> _The input_

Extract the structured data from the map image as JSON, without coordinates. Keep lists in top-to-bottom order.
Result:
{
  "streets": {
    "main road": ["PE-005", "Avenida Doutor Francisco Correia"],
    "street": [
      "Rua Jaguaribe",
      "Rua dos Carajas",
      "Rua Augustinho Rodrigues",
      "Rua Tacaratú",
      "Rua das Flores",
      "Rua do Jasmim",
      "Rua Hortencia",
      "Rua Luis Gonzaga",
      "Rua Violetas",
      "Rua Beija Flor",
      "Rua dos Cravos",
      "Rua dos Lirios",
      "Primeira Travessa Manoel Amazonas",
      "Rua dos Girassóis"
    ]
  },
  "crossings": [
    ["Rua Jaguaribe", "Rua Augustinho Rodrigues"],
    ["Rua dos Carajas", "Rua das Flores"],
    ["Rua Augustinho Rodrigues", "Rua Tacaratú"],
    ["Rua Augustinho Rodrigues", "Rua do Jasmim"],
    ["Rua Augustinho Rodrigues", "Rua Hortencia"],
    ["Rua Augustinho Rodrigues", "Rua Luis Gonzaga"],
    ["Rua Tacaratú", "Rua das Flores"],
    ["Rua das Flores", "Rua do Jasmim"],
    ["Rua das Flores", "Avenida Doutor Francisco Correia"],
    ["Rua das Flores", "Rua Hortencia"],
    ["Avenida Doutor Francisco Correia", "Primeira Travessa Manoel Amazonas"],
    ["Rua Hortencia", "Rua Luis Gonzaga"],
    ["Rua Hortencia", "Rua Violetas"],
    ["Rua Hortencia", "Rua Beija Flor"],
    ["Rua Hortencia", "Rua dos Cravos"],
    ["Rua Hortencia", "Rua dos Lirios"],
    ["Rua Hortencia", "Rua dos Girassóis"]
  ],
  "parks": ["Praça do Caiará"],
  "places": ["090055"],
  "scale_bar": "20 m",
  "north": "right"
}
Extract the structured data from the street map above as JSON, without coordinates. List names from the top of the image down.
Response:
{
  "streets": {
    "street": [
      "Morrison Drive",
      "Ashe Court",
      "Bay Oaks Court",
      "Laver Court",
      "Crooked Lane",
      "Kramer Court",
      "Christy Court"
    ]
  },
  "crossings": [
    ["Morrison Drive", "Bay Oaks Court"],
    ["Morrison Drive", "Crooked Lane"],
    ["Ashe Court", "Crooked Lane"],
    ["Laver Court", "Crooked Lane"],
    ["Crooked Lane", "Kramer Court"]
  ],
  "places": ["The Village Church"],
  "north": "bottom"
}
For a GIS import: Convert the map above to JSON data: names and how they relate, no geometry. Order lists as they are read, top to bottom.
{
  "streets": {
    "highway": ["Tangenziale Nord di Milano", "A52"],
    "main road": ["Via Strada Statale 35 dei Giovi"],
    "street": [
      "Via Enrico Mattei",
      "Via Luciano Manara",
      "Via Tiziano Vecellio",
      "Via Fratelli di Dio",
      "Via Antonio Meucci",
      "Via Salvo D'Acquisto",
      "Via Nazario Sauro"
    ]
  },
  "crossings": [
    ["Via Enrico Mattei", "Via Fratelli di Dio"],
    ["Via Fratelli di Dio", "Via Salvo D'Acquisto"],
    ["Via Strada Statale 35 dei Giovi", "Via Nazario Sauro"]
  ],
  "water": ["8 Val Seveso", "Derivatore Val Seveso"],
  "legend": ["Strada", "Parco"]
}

> _What is expected_
Every line of the listing needs to be written out exactly.

> _Solution_
Extract the structured data from the map image as JSON, without coordinates. Keep lists in top-to-bottom order.
Result:
{
  "streets": {
    "main road": ["PE-005", "Avenida Doutor Francisco Correia"],
    "street": [
      "Rua Jaguaribe",
      "Rua dos Carajas",
      "Rua Augustinho Rodrigues",
      "Rua Tacaratú",
      "Rua das Flores",
      "Rua do Jasmim",
      "Rua Hortencia",
      "Rua Luis Gonzaga",
      "Rua Violetas",
      "Rua Beija Flor",
      "Rua dos Cravos",
      "Rua dos Lirios",
      "Primeira Travessa Manoel Amazonas",
      "Rua dos Girassóis"
    ]
  },
  "crossings": [
    ["Rua Jaguaribe", "Rua Augustinho Rodrigues"],
    ["Rua dos Carajas", "Rua das Flores"],
    ["Rua Augustinho Rodrigues", "Rua Tacaratú"],
    ["Rua Augustinho Rodrigues", "Rua do Jasmim"],
    ["Rua Augustinho Rodrigues", "Rua Hortencia"],
    ["Rua Augustinho Rodrigues", "Rua Luis Gonzaga"],
    ["Rua Tacaratú", "Rua das Flores"],
    ["Rua das Flores", "Rua do Jasmim"],
    ["Rua das Flores", "Avenida Doutor Francisco Correia"],
    ["Rua das Flores", "Rua Hortencia"],
    ["Avenida Doutor Francisco Correia", "Primeira Travessa Manoel Amazonas"],
    ["Rua Hortencia", "Rua Luis Gonzaga"],
    ["Rua Hortencia", "Rua Violetas"],
    ["Rua Hortencia", "Rua Beija Flor"],
    ["Rua Hortencia", "Rua dos Cravos"],
    ["Rua Hortencia", "Rua dos Lirios"],
    ["Rua Hortencia", "Rua dos Girassóis"]
  ],
  "parks": ["Praça do Caiará"],
  "places": ["090055"],
  "scale_bar": "20 m",
  "north": "right"
}
Extract the structured data from the street map above as JSON, without coordinates. List names from the top of the image down.
Response:
{
  "streets": {
    "street": [
      "Morrison Drive",
      "Ashe Court",
      "Bay Oaks Court",
      "Laver Court",
      "Crooked Lane",
      "Kramer Court",
      "Christy Court"
    ]
  },
  "crossings": [
    ["Morrison Drive", "Bay Oaks Court"],
    ["Morrison Drive", "Crooked Lane"],
    ["Ashe Court", "Crooked Lane"],
    ["Laver Court", "Crooked Lane"],
    ["Crooked Lane", "Kramer Court"]
  ],
  "places": ["The Village Church"],
  "north": "bottom"
}
For a GIS import: Convert the map above to JSON data: names and how they relate, no geometry. Order lists as they are read, top to bottom.
{
  "streets": {
    "highway": ["Tangenziale Nord di Milano", "A52"],
    "main road": ["Via Strada Statale 35 dei Giovi"],
    "street": [
      "Via Enrico Mattei",
      "Via Luciano Manara",
      "Via Tiziano Vecellio",
      "Via Fratelli di Dio",
      "Via Antonio Meucci",
      "Via Salvo D'Acquisto",
      "Via Nazario Sauro"
    ]
  },
  "crossings": [
    ["Via Enrico Mattei", "Via Fratelli di Dio"],
    ["Via Fratelli di Dio", "Via Salvo D'Acquisto"],
    ["Via Strada Statale 35 dei Giovi", "Via Nazario Sauro"]
  ],
  "water": ["8 Val Seveso", "Derivatore Val Seveso"],
  "legend": ["Strada", "Parco"]
}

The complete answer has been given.